From the start, Jensen is painted as such a lone, invincible, penny dreadful–type character that it's hard to believe he could be married. But maybe he just has to be in order for there to be a reason for his revenge. He instantly begins preparations to go after the outlaws, and Johnstone goes right along with him in the kind of ridiculous language usually reserved for genre spoofs: "Nobody shot his wife. Ever."
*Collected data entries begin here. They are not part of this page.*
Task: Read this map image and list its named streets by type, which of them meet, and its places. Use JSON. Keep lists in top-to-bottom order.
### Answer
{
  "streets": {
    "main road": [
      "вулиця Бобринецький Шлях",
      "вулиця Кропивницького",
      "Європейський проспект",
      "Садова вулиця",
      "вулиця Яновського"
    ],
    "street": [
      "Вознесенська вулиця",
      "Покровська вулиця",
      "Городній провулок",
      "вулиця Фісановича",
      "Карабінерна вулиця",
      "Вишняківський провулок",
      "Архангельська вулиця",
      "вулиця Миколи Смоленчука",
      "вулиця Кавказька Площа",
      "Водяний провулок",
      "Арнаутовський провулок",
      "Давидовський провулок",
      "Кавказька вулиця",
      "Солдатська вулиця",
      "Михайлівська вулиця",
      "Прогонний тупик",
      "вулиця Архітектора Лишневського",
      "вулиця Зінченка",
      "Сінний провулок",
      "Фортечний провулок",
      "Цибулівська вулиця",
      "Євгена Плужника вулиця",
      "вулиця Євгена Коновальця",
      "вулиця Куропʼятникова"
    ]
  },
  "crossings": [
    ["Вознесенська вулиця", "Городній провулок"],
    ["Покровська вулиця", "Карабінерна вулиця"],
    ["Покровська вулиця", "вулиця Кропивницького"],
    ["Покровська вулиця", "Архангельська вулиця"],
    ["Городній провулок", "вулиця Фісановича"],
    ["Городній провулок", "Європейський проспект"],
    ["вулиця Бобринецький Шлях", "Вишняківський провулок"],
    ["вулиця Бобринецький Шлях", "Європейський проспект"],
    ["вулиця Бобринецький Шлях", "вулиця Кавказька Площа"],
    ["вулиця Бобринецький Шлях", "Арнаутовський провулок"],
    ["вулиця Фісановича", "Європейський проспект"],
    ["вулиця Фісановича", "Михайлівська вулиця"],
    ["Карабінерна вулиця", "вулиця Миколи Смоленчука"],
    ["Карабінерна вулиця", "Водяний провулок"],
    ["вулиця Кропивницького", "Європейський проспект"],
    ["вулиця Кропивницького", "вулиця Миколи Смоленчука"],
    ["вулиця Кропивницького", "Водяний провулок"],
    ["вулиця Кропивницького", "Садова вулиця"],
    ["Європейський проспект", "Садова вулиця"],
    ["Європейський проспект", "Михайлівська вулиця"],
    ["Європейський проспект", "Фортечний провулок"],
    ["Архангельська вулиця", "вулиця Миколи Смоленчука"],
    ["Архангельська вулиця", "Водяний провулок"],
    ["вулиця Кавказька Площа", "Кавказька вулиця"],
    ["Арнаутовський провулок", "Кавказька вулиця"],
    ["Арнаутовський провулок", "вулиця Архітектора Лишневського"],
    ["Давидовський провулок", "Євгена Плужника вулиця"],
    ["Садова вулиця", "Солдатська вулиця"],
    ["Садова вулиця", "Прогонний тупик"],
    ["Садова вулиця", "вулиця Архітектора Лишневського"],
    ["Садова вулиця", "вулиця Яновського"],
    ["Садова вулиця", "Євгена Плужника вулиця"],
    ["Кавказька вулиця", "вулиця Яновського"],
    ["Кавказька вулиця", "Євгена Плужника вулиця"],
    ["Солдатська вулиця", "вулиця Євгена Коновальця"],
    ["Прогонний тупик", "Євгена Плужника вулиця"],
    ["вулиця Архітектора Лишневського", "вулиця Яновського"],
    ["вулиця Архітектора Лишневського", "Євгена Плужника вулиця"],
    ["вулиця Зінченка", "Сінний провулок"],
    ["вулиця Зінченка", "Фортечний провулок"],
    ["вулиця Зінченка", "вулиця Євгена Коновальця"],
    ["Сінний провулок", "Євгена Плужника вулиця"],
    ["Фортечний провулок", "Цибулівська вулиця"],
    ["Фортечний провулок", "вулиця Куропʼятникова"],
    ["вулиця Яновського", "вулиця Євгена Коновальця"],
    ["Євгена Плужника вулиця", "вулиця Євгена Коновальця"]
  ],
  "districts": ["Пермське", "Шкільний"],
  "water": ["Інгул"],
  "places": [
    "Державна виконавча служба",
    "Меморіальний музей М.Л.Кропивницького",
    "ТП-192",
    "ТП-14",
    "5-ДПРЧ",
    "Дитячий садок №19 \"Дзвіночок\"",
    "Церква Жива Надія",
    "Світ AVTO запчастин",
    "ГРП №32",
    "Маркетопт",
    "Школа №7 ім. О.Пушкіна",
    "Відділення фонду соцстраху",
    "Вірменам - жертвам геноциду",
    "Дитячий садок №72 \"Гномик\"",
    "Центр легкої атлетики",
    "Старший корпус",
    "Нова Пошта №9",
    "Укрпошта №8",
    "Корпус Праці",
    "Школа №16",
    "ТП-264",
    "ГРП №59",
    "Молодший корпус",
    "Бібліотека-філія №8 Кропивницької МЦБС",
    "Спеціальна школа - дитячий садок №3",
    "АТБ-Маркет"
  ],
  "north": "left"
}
And if that's not laughable enough, soon after comes a scene where Jensen convinces the sheriff that he'd be safer at home with his family, letting Jensen take the law into his own hands. And the sheriff agrees: "Come to think of it, my wife just baked a fresh apple pie. It'd still be warm." I was so disgusted, I threw the book on the floor — another thing that hasn't happened in a long time. In any case, I've learned an important lesson: I've tried Code of the Mountain Man and Johnstone now and don't have to worry I'm missing out on some great writing.


Melody Parker said...

Having been an avid reader of Bill's for many years, all I can say is that I'm glad he found a co-writer in his later days to continue these series. Maybe you should try reading some of the stuff he co-wrote with J.A. Johnstone, you may find it more agreeable to your literary constitution.

KentAllard said...

Johnstone wrote a horror trilogy back in the 80s that are among the worst I've ever read - all the titles had "Devil's" in them. Very weird books - written from a very Christian perspective, yet filled with explicit sex.


Yeah some of these are better than others.